Nachdem George Orwell seinen Dienst in Burma nach fünf Jahren aus Protest gegen die Kolonialmethoden gekündigt hatte, ging er nach Paris und hungerte sich dort durch, bis er einen Job als Küchenhilfe bekam. Aufgrund der miesen Arbeitsbedingungen siedelte er bald nach London um, doch dort pilgerte er bald von Asyl zu Asyl mit andern Obdachlosen. In seinem Buch Erledigt in Paris und London erzählt er eindrücklich von seinen Erlebnissen Anfang der Dreißiger Jahre.

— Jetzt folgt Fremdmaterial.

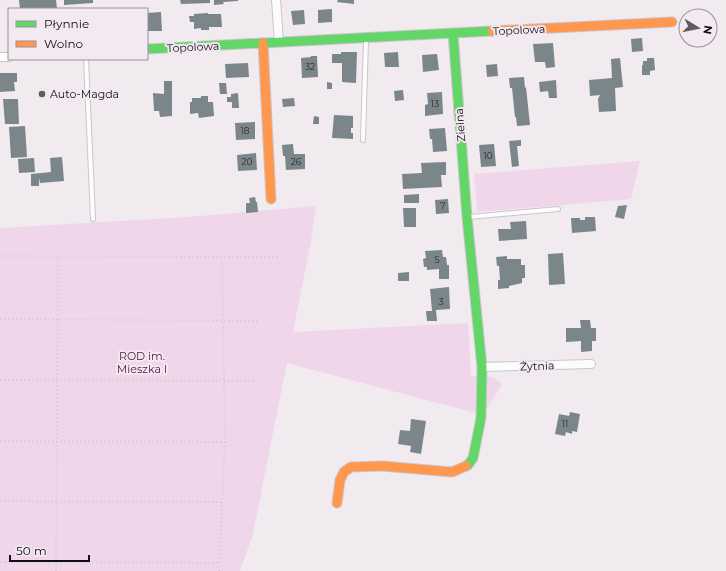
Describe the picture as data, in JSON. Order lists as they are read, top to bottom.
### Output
{
  "streets": {
    "street": ["Topolowa", "Zielna", "Żytnia"]
  },
  "crossings": [
    ["Topolowa", "Zielna"],
    ["Zielna", "Żytnia"]
  ],
  "parks": ["ROD im. Mieszka I"],
  "places": ["Auto-Magda"],
  "house_numbers": [
    "32",
    "13",
    "18",
    "10",
    "20",
    "26",
    "7",
    "5",
    "3",
    "11"
  ],
  "legend": ["Płynnie", "Wolno"],
  "scale_bar": "50 m",
  "north": "right"
}
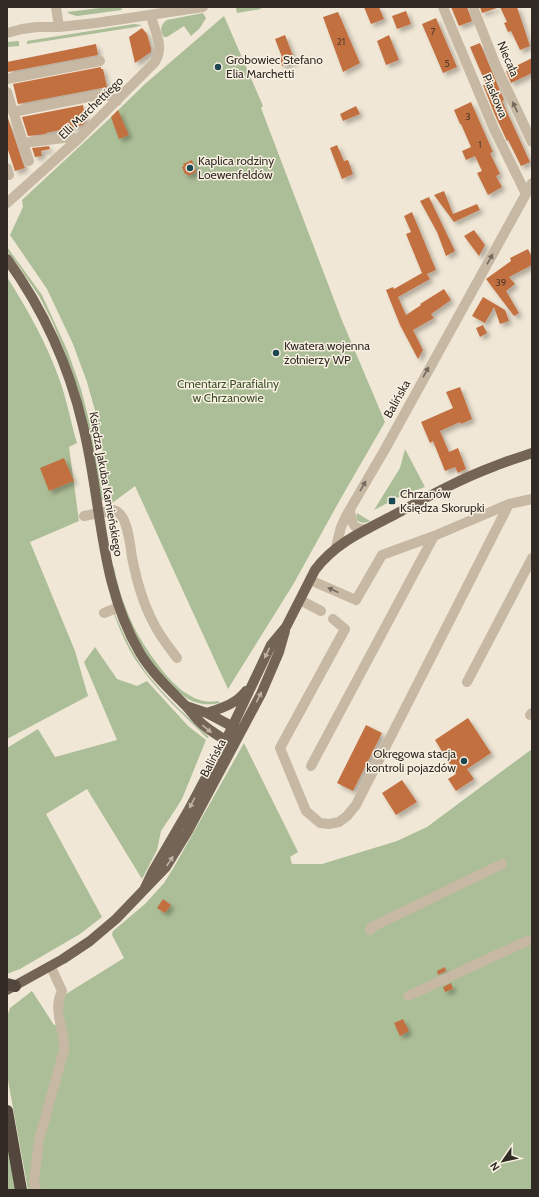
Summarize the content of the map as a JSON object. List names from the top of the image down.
{
  "streets": {
    "main road": ["Balińska", "Księdza Jakuba Kamieńskiego"],
    "street": ["Niecała", "Piaskowa", "Elli Marchettiego"]
  },
  "crossings": [
    ["Piaskowa", "Balińska"],
    ["Balińska", "Księdza Jakuba Kamieńskiego"]
  ],
  "one_way": ["Niecała"],
  "parks": ["Cmentarz Parafialny w Chrzanowie"],
  "places": {
    "other": [
      "Grobowiec Stefano Elia Marchetti",
      "Kaplica rodziny Loewenfeldów",
      "Kwatera wojenna żołnierzy WP",
      "Okręgowa stacja kontroli pojazdów"
    ],
    "transit": ["Chrzanów Księdza Skorupki"]
  },
  "house_numbers": [
    "7",
    "21",
    "5",
    "3",
    "1",
    "39"
  ],
  "north": "bottom left"
}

Für diesen Blog natürlich einen Auszug zum Thema:
Zwei Themen beherrschten all seine Gespräche: die Schande und Erniedrigung, ein Tramp zu sein und die besten Möglichkeiten , an etwas Eßbares umsonst heranzukommen... Jesus! Wie wärsn, wenn wia uns'n Tee in ein von die Klöster da aufm Weg nach Edbury jenehmjen würn? Die jehm eijentlich imma ein aus. Jaja was wär der Mensch ohne Rilljohn, wa? Hab schon Tee jekriecht von die Klöster, von die Baptissn un' von die Kirche von England und so. Bin ja selber Kathole, naja, ich mein ich war siebßehn Jahre nich mea ßur Beichte, aba denk imma noch relijöhß. n Kloster iss imma gut fürn Tee. So ging das meistens den ganzen Tag, meistens ohne Pause.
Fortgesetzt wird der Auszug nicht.